Quando o mês de dezembro se inicia e tudo à nossa volta tinge-se com as cores do natal, algo dentro de mim começa a despertar. Reminiscências da minha infância vêm à tona, sem que eu tenha controle sobre elas. As lembranças afloram naturalmente quando vejo as ruas ornamentadas com os símbolos natalinos e as lojas repaginadas e sedutoras, com luzes piscando e atraindo os olhares dos consumidores que se agitam freneticamente pelas ruas da cidade.
Nas casas, as árvores de natal são montadas de todos os tamanhos e formas, com muita criatividade. E as recordações de um natal muito especial que passei com minha família em 1962 inundam a minha alma de ternura, conectando os fios das lembranças e fazendo a saudade trazer o passado de volta. Naquela época morávamos na Pampulha, em Belo Horizonte, e a família estava toda reunida: pai, mãe e três filhos pequenos, respectivamente com nove, dez e onze anos de idade. Nós três acreditávamos com todas as nossas forças no Papai Noel. Mamãe jurava de pés juntos que ele existia. E, se mamãe dizia, é porque era verdade! Ela dizia: “O Papai Noel só visita as casas das crianças que acreditam nele”. E acrescentava: “É por isso que seus amigos só ganham presentes dos pais”. Era um argumento muito convincente, pois, no ano anterior, na casa do Seu Sebastião Silva, que tinha nove filhos que não acreditavam no Papai Noel, todos só ganharam um par de sapatos e nada mais. Deus nos livre!
Meu irmão, um ano mais velho que eu, começava a duvidar da existência do bom velhinho.
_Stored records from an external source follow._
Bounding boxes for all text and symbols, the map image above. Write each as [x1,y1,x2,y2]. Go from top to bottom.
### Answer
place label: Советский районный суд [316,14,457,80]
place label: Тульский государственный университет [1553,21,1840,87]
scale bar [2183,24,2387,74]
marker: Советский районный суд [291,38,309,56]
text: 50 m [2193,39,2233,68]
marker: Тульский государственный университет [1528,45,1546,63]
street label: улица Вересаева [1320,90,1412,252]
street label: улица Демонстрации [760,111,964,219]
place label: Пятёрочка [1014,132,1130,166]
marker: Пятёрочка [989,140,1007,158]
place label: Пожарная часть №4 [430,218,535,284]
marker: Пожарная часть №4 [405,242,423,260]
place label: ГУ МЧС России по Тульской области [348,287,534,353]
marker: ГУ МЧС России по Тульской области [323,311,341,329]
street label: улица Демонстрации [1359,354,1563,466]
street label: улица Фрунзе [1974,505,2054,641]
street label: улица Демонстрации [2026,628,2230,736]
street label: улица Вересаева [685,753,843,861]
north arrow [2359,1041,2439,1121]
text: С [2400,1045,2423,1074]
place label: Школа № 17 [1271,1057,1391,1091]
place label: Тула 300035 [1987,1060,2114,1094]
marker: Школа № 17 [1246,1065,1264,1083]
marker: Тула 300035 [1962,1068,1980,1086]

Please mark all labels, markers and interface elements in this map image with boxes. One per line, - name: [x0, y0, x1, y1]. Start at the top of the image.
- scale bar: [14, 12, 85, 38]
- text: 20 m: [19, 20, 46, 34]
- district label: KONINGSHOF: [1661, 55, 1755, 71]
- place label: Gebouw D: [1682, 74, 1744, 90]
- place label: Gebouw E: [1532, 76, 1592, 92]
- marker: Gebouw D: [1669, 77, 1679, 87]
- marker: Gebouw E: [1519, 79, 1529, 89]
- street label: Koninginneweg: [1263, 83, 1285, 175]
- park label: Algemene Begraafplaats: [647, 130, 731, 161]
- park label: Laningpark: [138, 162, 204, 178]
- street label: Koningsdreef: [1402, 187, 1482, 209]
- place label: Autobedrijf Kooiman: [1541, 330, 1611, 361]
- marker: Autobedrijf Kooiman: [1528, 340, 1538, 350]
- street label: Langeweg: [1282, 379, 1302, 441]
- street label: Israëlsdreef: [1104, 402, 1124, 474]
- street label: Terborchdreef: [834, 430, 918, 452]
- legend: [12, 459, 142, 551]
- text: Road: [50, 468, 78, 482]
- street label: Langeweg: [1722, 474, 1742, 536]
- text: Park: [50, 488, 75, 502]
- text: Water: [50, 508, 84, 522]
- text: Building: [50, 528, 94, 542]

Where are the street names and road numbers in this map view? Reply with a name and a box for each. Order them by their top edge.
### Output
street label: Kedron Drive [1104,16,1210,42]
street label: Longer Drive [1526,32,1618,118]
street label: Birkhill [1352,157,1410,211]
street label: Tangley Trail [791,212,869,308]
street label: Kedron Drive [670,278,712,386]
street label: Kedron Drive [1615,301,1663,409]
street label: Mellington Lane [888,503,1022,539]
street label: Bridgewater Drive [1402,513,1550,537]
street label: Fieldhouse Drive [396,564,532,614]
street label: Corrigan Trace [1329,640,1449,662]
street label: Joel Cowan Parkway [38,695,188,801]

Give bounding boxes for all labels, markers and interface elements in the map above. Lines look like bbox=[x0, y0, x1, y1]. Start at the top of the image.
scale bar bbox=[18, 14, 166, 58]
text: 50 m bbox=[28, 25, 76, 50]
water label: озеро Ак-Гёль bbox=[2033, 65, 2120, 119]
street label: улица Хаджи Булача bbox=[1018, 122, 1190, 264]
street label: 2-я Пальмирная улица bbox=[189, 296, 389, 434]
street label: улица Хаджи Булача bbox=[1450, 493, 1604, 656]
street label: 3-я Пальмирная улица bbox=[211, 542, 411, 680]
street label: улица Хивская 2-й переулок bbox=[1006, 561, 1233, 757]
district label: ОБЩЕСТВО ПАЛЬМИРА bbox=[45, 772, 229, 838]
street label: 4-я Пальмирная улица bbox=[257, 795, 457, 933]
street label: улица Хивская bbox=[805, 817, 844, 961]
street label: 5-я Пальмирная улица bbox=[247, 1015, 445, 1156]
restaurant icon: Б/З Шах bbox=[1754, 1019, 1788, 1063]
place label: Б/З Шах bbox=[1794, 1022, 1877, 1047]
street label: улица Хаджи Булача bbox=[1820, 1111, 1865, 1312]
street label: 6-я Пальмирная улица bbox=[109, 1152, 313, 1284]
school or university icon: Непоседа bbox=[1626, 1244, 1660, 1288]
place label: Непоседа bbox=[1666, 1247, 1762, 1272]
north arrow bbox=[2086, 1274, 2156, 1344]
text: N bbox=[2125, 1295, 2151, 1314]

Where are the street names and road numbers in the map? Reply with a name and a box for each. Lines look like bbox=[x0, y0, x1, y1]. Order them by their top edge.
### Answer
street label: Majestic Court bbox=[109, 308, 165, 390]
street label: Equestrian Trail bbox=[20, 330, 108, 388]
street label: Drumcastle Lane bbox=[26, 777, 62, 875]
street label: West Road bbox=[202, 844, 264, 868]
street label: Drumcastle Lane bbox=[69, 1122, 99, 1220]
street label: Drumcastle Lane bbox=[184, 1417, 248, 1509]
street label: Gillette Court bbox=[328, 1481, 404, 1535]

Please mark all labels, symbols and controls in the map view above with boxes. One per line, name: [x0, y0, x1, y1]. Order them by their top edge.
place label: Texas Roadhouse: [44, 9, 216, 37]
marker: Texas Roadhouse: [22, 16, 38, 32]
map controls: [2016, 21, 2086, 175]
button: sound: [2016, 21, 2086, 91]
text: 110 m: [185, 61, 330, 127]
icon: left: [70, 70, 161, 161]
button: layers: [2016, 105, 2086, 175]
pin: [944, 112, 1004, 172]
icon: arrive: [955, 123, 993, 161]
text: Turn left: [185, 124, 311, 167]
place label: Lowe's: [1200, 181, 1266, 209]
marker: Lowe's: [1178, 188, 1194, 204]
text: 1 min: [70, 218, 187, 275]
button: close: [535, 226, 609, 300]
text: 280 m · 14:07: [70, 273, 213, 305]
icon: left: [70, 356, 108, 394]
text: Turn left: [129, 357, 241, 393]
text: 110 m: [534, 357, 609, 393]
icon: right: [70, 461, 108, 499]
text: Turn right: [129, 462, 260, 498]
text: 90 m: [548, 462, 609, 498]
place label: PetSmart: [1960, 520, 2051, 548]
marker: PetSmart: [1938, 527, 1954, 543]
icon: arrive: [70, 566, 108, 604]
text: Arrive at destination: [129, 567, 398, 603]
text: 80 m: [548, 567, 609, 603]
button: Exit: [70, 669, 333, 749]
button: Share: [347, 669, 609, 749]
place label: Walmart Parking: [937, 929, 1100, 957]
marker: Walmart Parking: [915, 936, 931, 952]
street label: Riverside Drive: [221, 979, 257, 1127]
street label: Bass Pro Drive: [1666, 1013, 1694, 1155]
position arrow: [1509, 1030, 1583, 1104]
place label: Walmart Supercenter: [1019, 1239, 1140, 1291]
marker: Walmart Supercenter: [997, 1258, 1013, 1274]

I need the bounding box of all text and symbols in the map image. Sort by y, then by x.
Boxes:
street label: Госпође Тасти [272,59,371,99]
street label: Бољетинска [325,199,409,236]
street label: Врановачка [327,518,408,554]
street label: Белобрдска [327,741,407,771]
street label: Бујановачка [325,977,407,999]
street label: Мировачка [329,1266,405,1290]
Para dissipar suas dúvidas, mamãe trancou a porta do corredor que dava acesso aos quartos e colocou a chave no bolso do pijama dele. Dessa forma, se os presentes estivessem na árvore pela manhã, estaria comprovada a existência do Papai Noel, uma vez que ela não poderia ter acesso à sala. Mas minha mãe era muito esperta. De madrugada, pulou a janela e foi buscar os pacotes de presentes na casa do Dr. Júlio Soares, cunhado de Juscelino Kubitschek, nosso vizinho. Chegou a torcer o pé ao saltar a janela como se fosse uma menina travessa.
Jamais me esqueci do nosso encantamento quando Juninho abriu a porta e avistamos, na sala, vários presentes em cada par de sapatos. Naquele natal ganhei uma bola oficial para jogar vôlei com minhas amigas; uma bonita caixa de lápis de cor com 48 cores, que me enlouqueceu; e um jogo de víspora há muito cobiçado.
Abríamos os pacotes em alvoroço, sob o olhar amoroso de nossos queridos pais. Estava confirmado que o Papai Noel existia mesmo (ou seria Mamãe Noela?).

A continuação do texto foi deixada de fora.